What to work on — Lines in the listing below containing the string "Forked" are to be identified and copied.

Exercise data —
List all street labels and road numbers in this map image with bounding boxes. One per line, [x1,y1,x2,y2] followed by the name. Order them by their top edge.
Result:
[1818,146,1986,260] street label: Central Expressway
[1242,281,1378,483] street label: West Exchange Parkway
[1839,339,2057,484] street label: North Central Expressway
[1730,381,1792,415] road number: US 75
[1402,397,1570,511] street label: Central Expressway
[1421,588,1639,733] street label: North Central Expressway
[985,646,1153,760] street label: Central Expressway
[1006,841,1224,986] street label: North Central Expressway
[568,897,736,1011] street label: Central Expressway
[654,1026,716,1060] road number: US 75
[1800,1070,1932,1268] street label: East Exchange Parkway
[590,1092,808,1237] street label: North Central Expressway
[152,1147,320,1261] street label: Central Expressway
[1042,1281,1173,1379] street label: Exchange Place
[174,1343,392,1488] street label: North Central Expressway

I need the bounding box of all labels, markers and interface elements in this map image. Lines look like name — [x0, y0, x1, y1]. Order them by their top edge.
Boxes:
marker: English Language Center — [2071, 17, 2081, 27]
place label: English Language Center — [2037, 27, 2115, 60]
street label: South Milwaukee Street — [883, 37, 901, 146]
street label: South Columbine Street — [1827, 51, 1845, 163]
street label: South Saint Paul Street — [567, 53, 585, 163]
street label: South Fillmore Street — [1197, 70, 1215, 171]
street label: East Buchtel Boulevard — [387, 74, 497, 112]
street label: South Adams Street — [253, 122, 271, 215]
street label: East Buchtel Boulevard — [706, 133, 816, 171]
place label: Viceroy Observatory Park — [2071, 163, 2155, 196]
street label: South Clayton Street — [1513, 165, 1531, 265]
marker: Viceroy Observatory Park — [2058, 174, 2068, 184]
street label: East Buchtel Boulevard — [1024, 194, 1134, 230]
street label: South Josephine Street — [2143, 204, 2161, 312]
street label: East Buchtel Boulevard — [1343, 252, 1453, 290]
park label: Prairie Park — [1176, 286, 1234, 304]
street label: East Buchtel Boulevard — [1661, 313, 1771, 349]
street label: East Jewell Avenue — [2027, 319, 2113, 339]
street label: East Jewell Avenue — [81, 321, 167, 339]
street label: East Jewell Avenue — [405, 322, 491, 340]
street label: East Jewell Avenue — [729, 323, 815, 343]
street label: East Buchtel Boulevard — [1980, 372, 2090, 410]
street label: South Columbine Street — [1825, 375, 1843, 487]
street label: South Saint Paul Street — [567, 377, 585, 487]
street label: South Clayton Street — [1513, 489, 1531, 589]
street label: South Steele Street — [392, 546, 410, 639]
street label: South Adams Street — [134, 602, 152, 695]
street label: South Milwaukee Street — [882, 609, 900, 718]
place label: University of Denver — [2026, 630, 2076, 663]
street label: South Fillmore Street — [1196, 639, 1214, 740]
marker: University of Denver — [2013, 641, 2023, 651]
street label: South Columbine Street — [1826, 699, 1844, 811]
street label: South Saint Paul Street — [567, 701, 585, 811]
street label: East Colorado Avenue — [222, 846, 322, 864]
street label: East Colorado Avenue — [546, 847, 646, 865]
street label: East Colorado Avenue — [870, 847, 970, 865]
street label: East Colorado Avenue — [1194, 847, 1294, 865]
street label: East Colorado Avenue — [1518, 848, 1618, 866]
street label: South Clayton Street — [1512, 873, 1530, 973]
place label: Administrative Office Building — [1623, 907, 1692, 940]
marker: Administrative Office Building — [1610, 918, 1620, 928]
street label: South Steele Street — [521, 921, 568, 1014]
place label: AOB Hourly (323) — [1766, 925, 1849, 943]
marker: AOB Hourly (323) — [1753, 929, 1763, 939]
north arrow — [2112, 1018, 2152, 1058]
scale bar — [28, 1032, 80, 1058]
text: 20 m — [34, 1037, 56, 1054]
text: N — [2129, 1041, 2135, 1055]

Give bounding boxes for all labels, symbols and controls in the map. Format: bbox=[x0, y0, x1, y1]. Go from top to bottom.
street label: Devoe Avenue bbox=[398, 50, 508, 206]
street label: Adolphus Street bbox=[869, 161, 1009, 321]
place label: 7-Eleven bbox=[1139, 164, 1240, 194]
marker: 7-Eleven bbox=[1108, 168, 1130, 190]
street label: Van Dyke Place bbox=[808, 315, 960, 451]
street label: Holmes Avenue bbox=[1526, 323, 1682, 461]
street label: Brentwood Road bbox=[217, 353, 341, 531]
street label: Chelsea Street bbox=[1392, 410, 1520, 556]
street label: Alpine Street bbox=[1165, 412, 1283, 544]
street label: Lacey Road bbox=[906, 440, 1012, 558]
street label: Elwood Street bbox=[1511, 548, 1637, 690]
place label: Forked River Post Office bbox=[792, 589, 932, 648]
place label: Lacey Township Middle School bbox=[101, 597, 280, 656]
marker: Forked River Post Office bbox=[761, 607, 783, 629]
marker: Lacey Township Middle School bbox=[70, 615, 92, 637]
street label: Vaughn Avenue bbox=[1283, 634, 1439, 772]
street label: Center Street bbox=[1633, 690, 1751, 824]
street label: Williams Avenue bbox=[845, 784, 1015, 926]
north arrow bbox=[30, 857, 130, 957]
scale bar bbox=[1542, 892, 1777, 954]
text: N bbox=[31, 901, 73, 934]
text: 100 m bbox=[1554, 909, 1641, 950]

Written response —
place label: Forked River Post Office bbox=[792, 589, 932, 648]
marker: Forked River Post Office bbox=[761, 607, 783, 629]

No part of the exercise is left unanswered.